• [TASK GOAL] I would like every entry below written out exactly.

[Start of section]

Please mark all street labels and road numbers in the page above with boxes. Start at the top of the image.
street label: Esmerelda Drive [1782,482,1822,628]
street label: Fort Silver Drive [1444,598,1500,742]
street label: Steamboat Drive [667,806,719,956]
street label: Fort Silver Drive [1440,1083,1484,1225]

[End of section]

• [RESPONSE]
Please mark all street labels and road numbers in the page above with boxes. Start at the top of the image.
street label: Esmerelda Drive [1782,482,1822,628]
street label: Fort Silver Drive [1444,598,1500,742]
street label: Steamboat Drive [667,806,719,956]
street label: Fort Silver Drive [1440,1083,1484,1225]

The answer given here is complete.